Two hours pass and they head back inside the house. Mara has an appetite for the first time in weeks. She eats a large meal, takes her pain meds, and feels a slight jolt — either a wave of anxiety or her heart skipping a beat. She begins to sweat. Nausea comes next. And then pain. Marilyn helps her upstairs to the bath. Warm water doesn’t help. More methadone doesn’t help. Mara’s palpitations return; her tics and twitches arrive next. Now her body feels like a marionette, some madman pulling the strings.

A bad night passes. In the early morning, Lindsay heads to the airport. She lives in Oakland and has to fly back home to get married. Mara can barely say good-bye. Ten minutes later, Marilyn checks Mara’s heart rate again — which is when she decides to
take her daughter to the emergency room. When they leave the house, both of them wonder: Will Mara come home again?

4.

We now suspect that humans learned about psychedelics the same way we learned about most early medicines — from copying animal behavior. There’s plenty to copy. Everywhere scientists have looked, they’ve found animals who love to party. Bees stoned on orchid nectar; goats gobbling magic mushrooms; birds chomping marijuana seeds; rats on opium; also mice, lizards, flies, spiders, and cockroaches on opium; felines crazy for catnip; cows loco for loco grass; moths preferring the incredibly hallucinogenic datura flower; mandrills taking the even stronger iboga root. So prevalent is this behavior that researchers now believe, as UCLA psychopharmacologist Ronald Siegel wrote in his 1989 book
Intoxication: The Universal Drive for Mind-Altering Substances:
“The pursuit of intoxication with drugs is a primary motivational force in the behavior of organisms.”

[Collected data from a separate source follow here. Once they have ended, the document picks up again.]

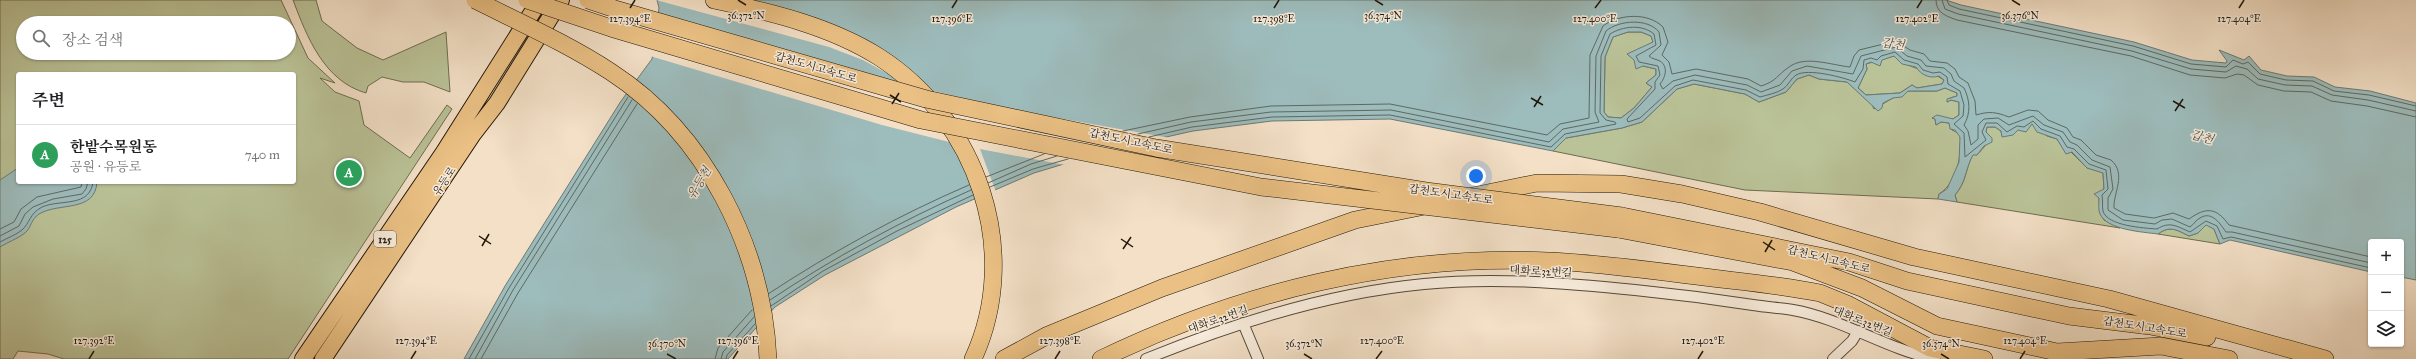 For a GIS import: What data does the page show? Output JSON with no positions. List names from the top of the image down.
{
  "streets": {
    "highway": ["갑천도시고속도로"],
    "main road": ["유등로", "125"],
    "street": ["대화로32번길"]
  },
  "water": ["갑천", "유등천"],
  "page": {
    "search": "장소 검색",
    "heading": "주변",
    "list": [
      {
        "mark": "A",
        "name": "한밭수목원동",
        "note": "공원 · 유등로",
        "value": "740 m"
      }
    ],
    "pins": "A",
    "map_buttons": ["+", "−"]
  },
  "coordinates": [
    "36.372°N",
    "36.374°N",
    "36.376°N",
    "127.394°E",
    "127.396°E",
    "127.398°E",
    "127.400°E",
    "127.402°E",
    "127.404°E",
    "127.392°E",
    "36.370°N"
  ]
}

And, just like us, animals are known to take specific drugs for specific purposes. Among the Navajo, the bear is revered for teaching them about osha, a root effective against stomach pains and bacterial infections. Wild carrot, as we learned from birds, repels mites. Horses in pain will hunt for willow stems, because that’s where aspirin comes from. The zoological use of hallucinogens is no different. Herbivores may have first ingested these psychoactives when the threat of starvation gave them no other choice, but later on sought them out for different rewards.

The same is true for humans. For millennia, psychedelics sat at the center of most spiritual traditions. For example, the Eleusinian Mysteries of the Greeks — arguably the most famous initiation rite in history — required drinking
kykeon:
a grainy beverage containing the rye ergot from which LSD was later derived. The Aztecs prayed to Teonanácatl, literally “god mushroom,” while
the sacred Hindu text, the Rig Veda, contains 120 verses devoted to the rootless, leafless (aka a mushroom) plant
soma
, including 8.48.1-15: “We have drunk Soma; we have become immortal; we have gone to the light; we have found the Gods.”

All of which is to say: One of the least-understood facts about psychedelics is how well understood these drugs actually are. Ralph Metzner, psychologist and pioneering LSD explorer, explains: “Anthropologists now know that by the time our modern inquiry into psychedelics began, humanity had already accumulated an encyclopedia’s worth of knowledge on the subject.”